Глаза мои привыкли к темноте, и я увидел, как кто-то, сильно торопясь, приближается к нам по шпалам, не переставая размахивать красной лампой. Проводник двинулся ему навстречу, громко спрашивая:
— Что случилось? Кто там?
Ему ответили:
— Господи! Да это же Джордж Хьюитт. Думал, вы прямо в нас врежетесь!
— Ого! — откликнулся наш проводник. — Джим Брэнсон! Какого черта ты тут делаешь, что стряслось? Я думал, вы давно проехали. Мы-то за вами гонимся.
— Даже так? Значит, догнали. И слава Богу!.. У нас авария.
Я уже открыл дверь вагона, и мы втроем выбрались наружу.
Глава 47. Что было в вагоне третьего класса
Я подошел к незнакомцу в железнодорожной форме, державшему фонарь.
— Вы проводник полуночного поезда из Сент-Панкраса?
— Да.
— Где ваш поезд? Что произошло?
— Ответ на первый вопрос: вон там, прямо перед вами, его обломки. А произошло, ну, крушение.
— Что значит «крушение»?
— От товарняка, шедшего впереди нас, оторвались перегруженные вагоны и въехали по наклонной прямо в наш экспресс.
— Как давно это случилось?
— И десяти минут не прошло. Я как раз направлялся по путям к сигнальной будке, а до нее добрых две мили, когда заметил вас. Господи! Я думал, будет второе столкновение!
— Каков ущерб?
— Как по мне, нас всех будто передавило. Насколько я понял, впереди все вагоны искорежены. У меня самого такое чувство, точно весь я изнутри переломан. Я служу на дороге уже тридцать лет, но это моя первая авария.

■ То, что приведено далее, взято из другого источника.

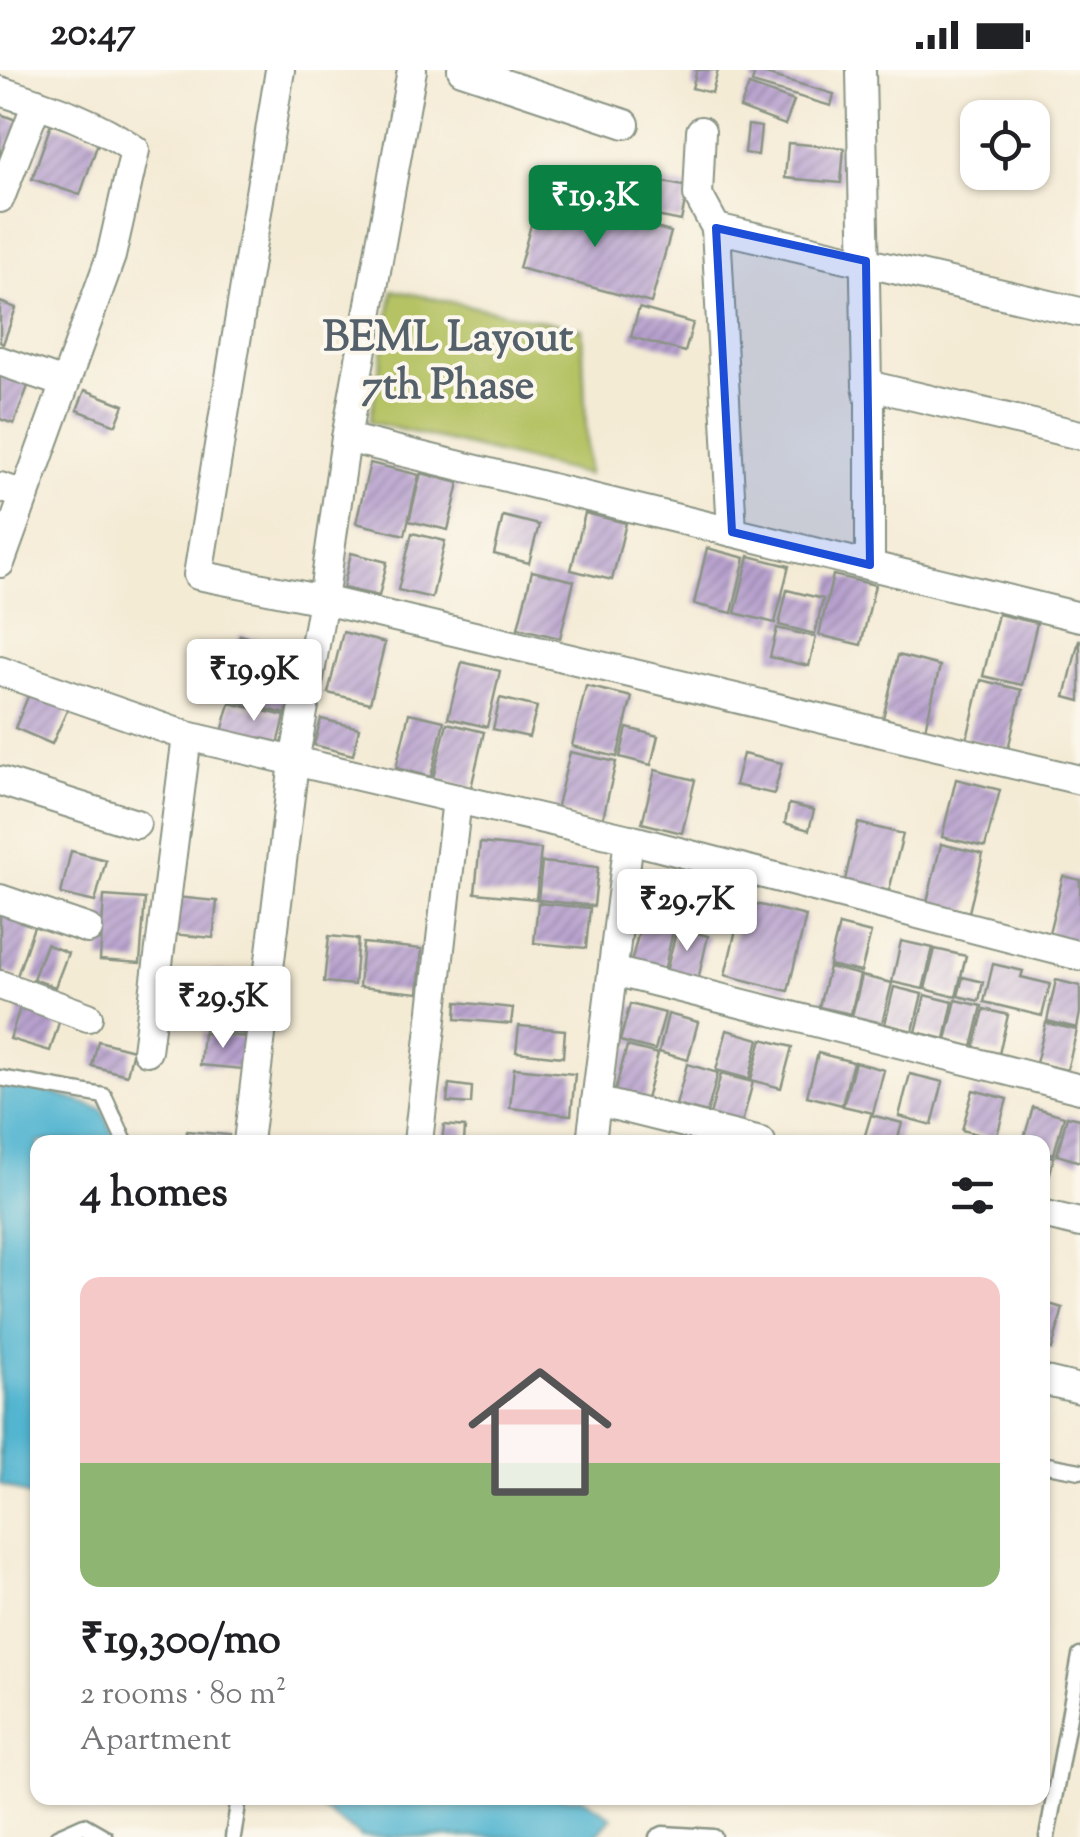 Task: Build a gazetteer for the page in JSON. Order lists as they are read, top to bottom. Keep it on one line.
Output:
{"districts":["BEML Layout 7th Phase"],"page":{"status":"20:47","price":["₹19.3K","₹19.9K","₹29.7K","₹29.5K"],"heading":"4 homes","list":[{"name":"₹19,300/mo","note":"2 rooms · 80 m² · Apartment"}]}} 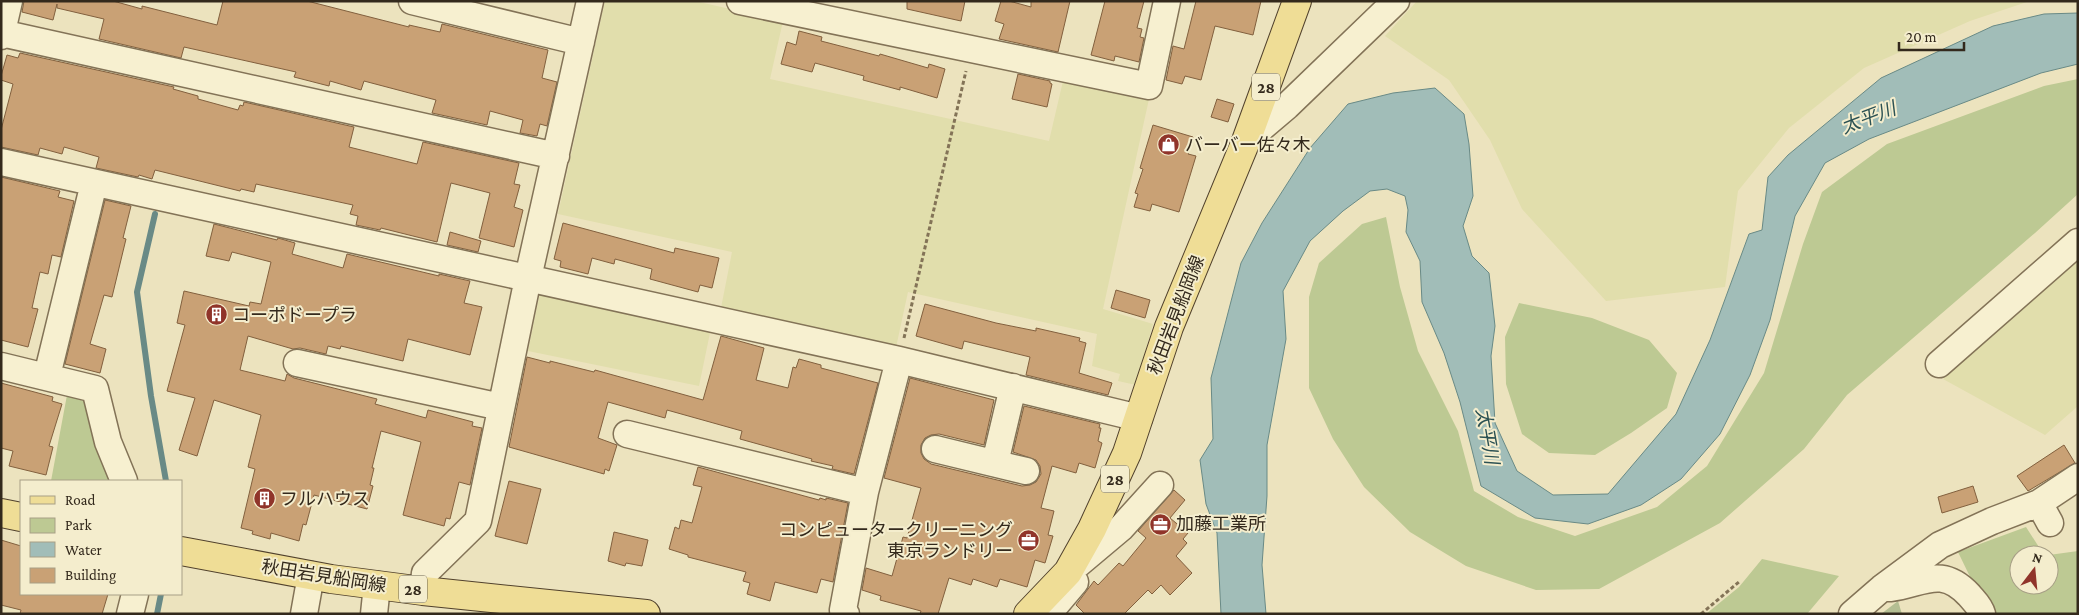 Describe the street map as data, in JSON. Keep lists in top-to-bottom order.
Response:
{
  "streets": {
    "main road": ["28", "秋田岩見船岡線"]
  },
  "water": ["太平川"],
  "places": {
    "shop": ["バーバー佐々木"],
    "building": ["コーポドープラ", "フルハウス"],
    "office": ["加藤工業所", "コンピュータークリーニング 東京ランドリー"]
  },
  "legend": [
    "Road",
    "Park",
    "Water",
    "Building"
  ],
  "scale_bar": "20 m",
  "north": "top"
} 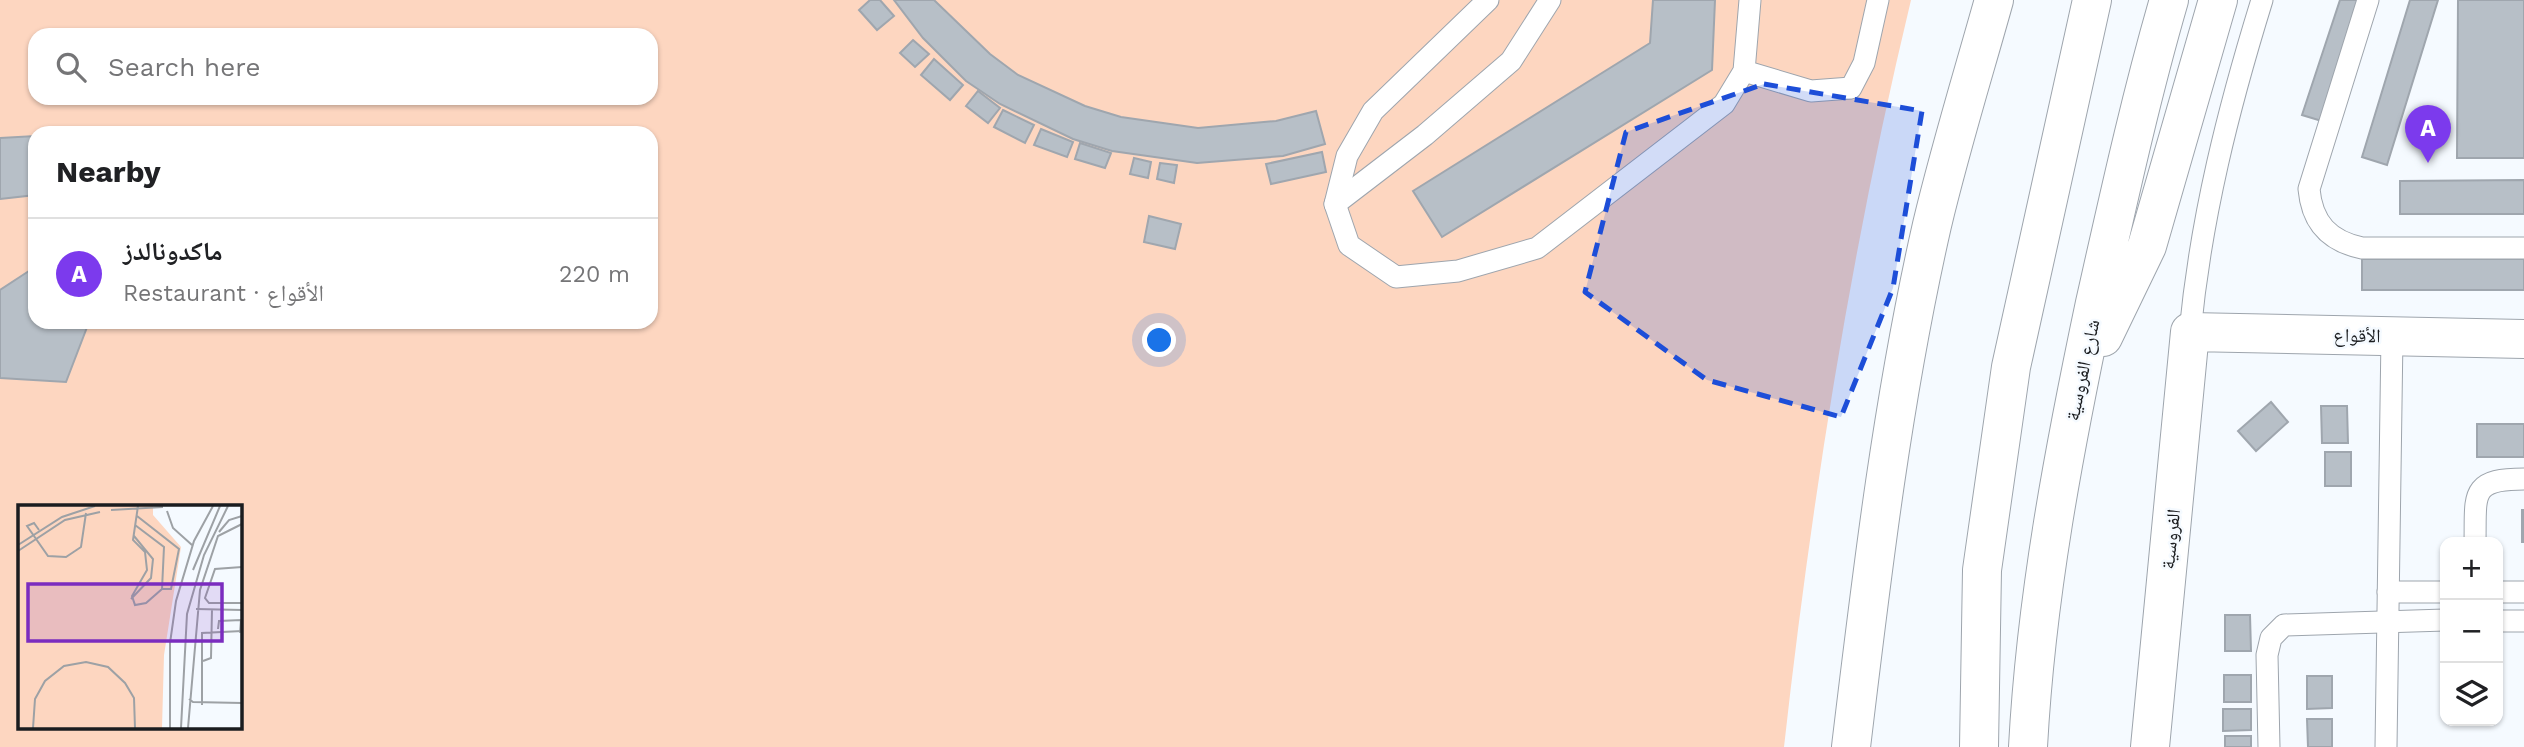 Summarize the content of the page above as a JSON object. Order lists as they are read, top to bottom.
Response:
{
  "streets": {
    "main road": ["الأقواع", "شارع الفروسية", "الفروسية"]
  },
  "crossings": [
    ["الأقواع", "الفروسية"]
  ],
  "page": {
    "search": "Search here",
    "pins": "A",
    "heading": "Nearby",
    "list": [
      {
        "mark": "A",
        "name": "ماكدونالدز",
        "note": "Restaurant · الأقواع",
        "value": "220 m"
      }
    ],
    "map_buttons": ["+", "−"]
  }
}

Было слишком темно, и я не видел лица говорящего, однако по его голосу было похоже, что он либо плачет, либо вот-вот разрыдается.
Наш проводник повернулся и крикнул машинисту:
— Ты б к сигнальной будке отъехал, им сообщил!
— Хорошо! — раздалось ему в ответ.
Поезд дал задний ход, непрерывно свистя по мере движения. Должно быть, его было слышно всей округе, и люди наверняка поняли, что на дороге произошло серьезное несчастье.
Пострадавший экспресс тонул во тьме: от резкого столкновения у него погасли фонари. Кое-где мерцали свечи и зажигались спички, но больше света не было. Люди собирали обломки в кучи возле путей, намереваясь разжечь костры — скорее для освещения, чем для тепла.
Многим удалось выбраться из вагонов, и теперь они бродили здесь и там вдоль насыпи. Но большинство пассажиров экспресса оставались заперты внутри поезда. Двери вагонов заклинило. Их нельзя было открыть без специальных инструментов. На каждом шагу мы слышали жалобные крики. Мужчины, женщины, дети молили о помощи.
— Сэр, откройте дверь! Ради Бога, откройте дверь!
Вновь и вновь, на разные голоса, жалобно или яростно повторялись эти слова.
Проводники безуспешно пытались успокоить своих зачастую обезумевших пассажиров.
— Все в порядке, сэр! Подождите минуточку, мадам! Нам не открыть дверь без инструментов, экстренный поезд уже отправился за ними. Потерпите, и скоро вам окажут любую помощь. Здесь вы в безопасности, только не волнуйтесь.
Но именно это и было труднее всего — не волноваться!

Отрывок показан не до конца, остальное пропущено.